Zenoss Resource Manager 5.x

Summary

If a Resource Manager service does not start or perform correctly in Zenoss Resource Manager, administrators should begin the troubleshooting process by consulting the various logs that are available to help pinpoint the problem.

Note: A variety of troubleshooting procedures are presented in this document; they are not necessarily intended to be followed in sequence.

Procedures

The following procedures offer a variety of methods for retrieving system logs from both the host system and / or from individual service containers.

Host System Journal

Consult the host system's journal to begin troubleshooting:

Become root or a user with root authority on the system hosting the problematic service:
```
sudo su
```
Issue the following command to output the journal:
```
journalctl -u serviced -f -o cat
```
Search through the journal output for items that relate to the failing service. These can provide clues for how to proceed.
Stop the journal output:
```
 <control>c
```

Investigating Services

There are various approaches available to the administrator to investigate an ailing service, depending on how the service behaves:

Service is not running / fails to start - attempt a restart & review control center logs
Service is running but failing - attach to the container to view the log in real time or search Kibana logs in Control Center

Scenario 1: Service is not running (review control center logs)

Login to the Control Center.
Navigate to the Zenoss.resmgr page:
Under Applications, click Zenoss.resmgr.
Scroll down to the Services section.
Search for services that are not running. These are indicated by a grey icon with a dash (-) inside.

If you discover a service that is not running, try to start the service. Click the start icon.
Search for failed healthchecks near the service in the Control Center UI. They are indicated by red circles with exclamation marks (!) inside.

If you find a failed health check, perform the following:
1. Hover the mouse over the failed service to display an informational pop-up, in the graphic below, zenperfsnmp:
2. If the service is failing because of a dependency on another service, begin troubleshooting with the 'root' service that is causing other services to fail. In this example the root service that failed is zenhub.
3. Scroll to find the zenhub service name.
4. Hover the mouse over the zenhub service to display an informational pop-up.
5. Click on the zenhub service name, to display the page for the service.
6. Scroll down to Instances.
7. Click the Log link under Instances to view or download the log.
8. Click Download
9. Open or Save (download) the file for analysis.

Scenario 2: Service is running but failing (attach to containers to view logs)

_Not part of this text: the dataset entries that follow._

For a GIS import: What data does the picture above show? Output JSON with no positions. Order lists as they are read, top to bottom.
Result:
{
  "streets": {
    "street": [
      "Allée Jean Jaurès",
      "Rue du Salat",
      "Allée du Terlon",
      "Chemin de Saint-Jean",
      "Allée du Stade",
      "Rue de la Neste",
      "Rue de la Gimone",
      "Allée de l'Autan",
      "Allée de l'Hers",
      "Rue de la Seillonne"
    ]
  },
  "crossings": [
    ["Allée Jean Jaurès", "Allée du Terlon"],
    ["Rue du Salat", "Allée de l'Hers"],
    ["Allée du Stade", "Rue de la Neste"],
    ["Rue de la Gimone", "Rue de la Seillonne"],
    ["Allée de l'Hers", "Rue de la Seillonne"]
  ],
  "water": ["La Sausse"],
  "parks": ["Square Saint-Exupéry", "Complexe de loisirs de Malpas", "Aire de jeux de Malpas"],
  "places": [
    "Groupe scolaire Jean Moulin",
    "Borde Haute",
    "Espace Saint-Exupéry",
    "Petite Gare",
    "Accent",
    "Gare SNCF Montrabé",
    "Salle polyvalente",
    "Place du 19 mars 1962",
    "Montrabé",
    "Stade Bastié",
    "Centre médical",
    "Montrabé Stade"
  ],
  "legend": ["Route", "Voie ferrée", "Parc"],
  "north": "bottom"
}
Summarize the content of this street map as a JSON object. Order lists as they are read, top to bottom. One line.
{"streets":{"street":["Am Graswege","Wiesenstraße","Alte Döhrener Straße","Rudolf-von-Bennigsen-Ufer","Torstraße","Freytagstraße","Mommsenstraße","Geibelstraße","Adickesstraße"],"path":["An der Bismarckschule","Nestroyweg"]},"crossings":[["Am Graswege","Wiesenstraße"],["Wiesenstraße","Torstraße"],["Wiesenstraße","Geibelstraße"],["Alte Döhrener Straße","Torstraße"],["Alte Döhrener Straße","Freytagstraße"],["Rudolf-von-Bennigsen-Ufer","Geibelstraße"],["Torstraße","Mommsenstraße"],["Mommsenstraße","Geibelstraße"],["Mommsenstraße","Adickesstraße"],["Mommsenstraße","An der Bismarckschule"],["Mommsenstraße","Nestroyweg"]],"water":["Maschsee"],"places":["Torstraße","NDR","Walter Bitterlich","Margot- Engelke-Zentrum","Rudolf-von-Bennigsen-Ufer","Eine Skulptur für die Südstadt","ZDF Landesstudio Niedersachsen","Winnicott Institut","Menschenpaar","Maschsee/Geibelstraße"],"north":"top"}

Attach to the container of the failed service and view the logs.
For example, if you are troubleshooting a particular zenhub instance:

Become root or a user with root authority:
```
sudo su -
```
Attach to the service:
```
serviced service attach zenhub/0
```
Become the zenoss user:
```
su - zenoss
```
Use the tail command to output the log and view what happens when the service is restarted:
1. View the event log for the service. For example, output the last 10 lines of the log for the zenhub service, zenhub.log:
```
tail -10 $ZENHOME/log/zenhub.log 
```
2. Attempt to start the service, either through the Control Center UI or via command line. For example:
3. Watch the log output from the tailed file for clues.

Administrators can also use Kibana to search through logs for the troubled service.